• _What you need to do_:
Using the data below, copy every line that contains the word "buttons".

>>>

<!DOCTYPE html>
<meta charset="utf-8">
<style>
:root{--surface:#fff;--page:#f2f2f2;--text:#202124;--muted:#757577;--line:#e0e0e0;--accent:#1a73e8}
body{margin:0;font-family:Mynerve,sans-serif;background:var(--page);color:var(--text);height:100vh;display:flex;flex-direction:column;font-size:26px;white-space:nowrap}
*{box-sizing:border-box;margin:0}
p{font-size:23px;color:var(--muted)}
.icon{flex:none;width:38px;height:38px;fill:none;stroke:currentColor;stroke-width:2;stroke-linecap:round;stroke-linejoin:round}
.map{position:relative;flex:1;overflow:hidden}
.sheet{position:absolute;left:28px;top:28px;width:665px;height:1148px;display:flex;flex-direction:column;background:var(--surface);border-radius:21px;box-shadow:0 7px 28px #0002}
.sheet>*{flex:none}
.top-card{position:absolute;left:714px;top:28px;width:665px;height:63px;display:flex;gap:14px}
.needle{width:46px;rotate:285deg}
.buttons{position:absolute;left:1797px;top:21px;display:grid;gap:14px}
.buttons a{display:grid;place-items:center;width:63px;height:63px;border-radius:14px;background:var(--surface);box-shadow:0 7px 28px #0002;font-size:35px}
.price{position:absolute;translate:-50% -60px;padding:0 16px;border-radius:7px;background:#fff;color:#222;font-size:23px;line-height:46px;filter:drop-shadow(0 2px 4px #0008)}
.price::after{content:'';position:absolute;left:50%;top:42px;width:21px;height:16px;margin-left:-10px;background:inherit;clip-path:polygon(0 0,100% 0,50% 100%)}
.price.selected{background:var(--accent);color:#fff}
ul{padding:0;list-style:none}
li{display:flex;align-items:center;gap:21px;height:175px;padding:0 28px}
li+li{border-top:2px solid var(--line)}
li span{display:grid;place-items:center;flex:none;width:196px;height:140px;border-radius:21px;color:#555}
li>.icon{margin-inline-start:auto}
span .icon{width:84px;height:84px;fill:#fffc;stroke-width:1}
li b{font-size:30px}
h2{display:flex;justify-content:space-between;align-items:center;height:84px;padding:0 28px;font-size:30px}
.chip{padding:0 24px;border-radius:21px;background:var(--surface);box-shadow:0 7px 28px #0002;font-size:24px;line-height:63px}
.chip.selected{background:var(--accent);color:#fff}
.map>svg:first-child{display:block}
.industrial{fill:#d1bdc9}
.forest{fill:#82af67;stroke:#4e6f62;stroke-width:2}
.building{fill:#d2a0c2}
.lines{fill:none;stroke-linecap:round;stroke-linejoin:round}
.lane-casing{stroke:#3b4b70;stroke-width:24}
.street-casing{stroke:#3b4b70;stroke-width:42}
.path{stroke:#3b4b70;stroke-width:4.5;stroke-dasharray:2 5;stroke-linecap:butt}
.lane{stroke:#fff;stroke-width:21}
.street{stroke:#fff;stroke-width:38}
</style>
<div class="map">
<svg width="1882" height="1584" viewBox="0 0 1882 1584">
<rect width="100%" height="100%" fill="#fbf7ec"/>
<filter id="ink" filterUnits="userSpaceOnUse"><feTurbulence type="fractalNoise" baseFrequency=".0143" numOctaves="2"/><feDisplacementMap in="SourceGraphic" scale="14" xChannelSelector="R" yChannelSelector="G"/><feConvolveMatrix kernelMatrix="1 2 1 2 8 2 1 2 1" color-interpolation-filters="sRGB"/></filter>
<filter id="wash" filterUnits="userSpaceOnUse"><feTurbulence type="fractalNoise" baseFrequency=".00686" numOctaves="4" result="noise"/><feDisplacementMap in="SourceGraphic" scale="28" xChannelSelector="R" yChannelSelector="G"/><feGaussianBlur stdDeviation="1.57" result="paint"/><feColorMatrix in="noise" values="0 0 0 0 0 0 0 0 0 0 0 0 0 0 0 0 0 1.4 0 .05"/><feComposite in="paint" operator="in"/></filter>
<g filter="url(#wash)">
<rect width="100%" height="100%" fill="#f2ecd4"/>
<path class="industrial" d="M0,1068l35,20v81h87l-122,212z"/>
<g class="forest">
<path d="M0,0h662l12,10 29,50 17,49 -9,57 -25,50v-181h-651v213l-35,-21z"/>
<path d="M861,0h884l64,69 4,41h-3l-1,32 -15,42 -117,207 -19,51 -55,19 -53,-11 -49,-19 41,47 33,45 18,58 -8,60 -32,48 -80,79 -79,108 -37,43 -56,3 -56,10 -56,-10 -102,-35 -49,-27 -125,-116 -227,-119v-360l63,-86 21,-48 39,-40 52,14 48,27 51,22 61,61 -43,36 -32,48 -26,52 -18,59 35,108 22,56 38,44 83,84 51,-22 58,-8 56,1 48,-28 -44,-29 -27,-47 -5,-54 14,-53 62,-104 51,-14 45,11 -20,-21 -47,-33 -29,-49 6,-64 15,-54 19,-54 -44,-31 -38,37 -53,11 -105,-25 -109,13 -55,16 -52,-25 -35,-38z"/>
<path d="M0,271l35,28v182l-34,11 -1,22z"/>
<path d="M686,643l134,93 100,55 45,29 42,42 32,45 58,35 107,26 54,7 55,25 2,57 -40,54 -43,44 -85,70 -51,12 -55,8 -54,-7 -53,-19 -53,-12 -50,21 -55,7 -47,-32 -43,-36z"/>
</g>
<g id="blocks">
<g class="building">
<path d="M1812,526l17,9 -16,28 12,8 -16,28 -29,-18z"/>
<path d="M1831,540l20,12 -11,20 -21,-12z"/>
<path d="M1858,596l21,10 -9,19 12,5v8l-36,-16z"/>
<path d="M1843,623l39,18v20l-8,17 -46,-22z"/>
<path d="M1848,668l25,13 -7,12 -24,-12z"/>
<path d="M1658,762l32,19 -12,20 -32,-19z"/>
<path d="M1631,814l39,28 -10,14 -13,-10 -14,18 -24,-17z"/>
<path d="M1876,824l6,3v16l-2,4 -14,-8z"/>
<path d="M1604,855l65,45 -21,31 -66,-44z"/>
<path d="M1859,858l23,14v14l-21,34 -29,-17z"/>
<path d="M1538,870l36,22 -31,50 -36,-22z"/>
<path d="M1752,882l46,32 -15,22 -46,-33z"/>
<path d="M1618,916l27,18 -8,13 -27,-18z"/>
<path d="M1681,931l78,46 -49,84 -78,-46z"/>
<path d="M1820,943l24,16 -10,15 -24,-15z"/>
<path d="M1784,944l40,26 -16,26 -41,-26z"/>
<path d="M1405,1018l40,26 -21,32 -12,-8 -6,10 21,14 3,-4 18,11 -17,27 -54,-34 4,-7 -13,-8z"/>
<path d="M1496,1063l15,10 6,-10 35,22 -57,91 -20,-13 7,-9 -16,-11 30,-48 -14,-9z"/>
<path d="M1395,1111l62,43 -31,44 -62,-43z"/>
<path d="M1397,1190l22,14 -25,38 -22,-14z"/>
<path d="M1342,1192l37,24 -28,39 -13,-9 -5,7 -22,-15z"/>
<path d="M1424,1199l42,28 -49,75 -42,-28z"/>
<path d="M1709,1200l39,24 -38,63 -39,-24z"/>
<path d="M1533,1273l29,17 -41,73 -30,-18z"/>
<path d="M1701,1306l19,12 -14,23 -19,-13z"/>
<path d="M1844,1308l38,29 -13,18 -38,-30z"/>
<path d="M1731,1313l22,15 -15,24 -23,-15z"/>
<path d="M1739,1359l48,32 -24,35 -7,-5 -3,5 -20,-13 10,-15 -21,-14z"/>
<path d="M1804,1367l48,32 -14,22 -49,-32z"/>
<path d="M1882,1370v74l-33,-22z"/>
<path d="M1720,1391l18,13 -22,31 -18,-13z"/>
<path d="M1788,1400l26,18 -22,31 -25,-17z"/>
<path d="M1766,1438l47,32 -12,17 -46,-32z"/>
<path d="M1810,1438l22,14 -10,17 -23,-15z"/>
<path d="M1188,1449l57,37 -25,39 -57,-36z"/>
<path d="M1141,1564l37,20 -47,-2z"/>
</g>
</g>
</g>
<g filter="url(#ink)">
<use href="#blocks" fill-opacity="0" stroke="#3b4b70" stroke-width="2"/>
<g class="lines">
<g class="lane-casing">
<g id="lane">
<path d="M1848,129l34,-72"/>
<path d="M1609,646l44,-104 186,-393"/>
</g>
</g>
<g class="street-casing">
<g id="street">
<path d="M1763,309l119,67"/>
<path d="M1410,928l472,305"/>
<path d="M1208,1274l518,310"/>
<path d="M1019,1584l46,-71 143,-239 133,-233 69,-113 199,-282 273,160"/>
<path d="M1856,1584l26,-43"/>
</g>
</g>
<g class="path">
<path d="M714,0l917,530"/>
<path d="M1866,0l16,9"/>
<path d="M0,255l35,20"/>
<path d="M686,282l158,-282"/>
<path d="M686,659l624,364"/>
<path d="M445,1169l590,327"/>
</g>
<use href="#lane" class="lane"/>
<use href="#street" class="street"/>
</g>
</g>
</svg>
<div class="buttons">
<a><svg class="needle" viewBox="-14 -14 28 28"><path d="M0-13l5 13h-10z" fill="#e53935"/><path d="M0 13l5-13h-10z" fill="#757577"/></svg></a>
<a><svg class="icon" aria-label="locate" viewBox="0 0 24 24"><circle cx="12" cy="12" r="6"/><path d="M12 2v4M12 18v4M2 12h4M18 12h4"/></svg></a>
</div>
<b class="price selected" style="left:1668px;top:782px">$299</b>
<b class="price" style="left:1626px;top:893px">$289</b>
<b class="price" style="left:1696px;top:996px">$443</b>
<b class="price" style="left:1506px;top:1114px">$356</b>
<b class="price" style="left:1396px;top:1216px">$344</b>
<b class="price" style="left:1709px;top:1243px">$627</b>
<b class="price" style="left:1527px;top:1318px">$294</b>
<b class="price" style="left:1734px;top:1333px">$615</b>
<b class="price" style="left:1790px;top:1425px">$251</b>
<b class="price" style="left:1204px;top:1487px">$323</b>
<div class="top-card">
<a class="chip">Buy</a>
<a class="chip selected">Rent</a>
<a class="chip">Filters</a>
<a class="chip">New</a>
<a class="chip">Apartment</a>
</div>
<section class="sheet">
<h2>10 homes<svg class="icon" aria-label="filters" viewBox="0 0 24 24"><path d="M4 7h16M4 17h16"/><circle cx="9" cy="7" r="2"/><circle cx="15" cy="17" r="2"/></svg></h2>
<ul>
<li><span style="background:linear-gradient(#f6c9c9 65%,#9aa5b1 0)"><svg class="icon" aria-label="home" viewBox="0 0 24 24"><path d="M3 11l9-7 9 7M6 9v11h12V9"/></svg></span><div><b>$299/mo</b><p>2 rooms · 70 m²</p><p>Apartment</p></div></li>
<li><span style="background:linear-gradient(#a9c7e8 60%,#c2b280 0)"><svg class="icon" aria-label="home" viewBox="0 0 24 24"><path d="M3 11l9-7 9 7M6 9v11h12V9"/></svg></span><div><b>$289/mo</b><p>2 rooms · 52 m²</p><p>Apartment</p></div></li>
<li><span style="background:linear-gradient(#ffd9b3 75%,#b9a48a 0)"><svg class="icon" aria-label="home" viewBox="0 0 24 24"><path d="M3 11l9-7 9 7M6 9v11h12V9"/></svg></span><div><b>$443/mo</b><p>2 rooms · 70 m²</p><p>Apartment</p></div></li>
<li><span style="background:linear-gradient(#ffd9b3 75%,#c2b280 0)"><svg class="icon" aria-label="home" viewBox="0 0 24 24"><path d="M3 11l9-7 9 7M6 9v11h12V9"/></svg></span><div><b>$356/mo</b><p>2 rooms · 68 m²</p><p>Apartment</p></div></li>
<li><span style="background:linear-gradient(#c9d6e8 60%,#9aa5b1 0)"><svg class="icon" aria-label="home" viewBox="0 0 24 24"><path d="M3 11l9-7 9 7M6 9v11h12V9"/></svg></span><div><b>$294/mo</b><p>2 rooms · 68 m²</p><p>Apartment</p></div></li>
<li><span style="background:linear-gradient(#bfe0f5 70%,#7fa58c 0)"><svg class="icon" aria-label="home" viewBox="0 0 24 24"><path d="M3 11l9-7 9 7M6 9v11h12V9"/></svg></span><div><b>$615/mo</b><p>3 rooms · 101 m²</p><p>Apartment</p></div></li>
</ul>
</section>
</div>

<<<

• _Answer_:
.buttons{position:absolute;left:1797px;top:21px;display:grid;gap:14px}
.buttons a{display:grid;place-items:center;width:63px;height:63px;border-radius:14px;background:var(--surface);box-shadow:0 7px 28px #0002;font-size:35px}
<div class="buttons">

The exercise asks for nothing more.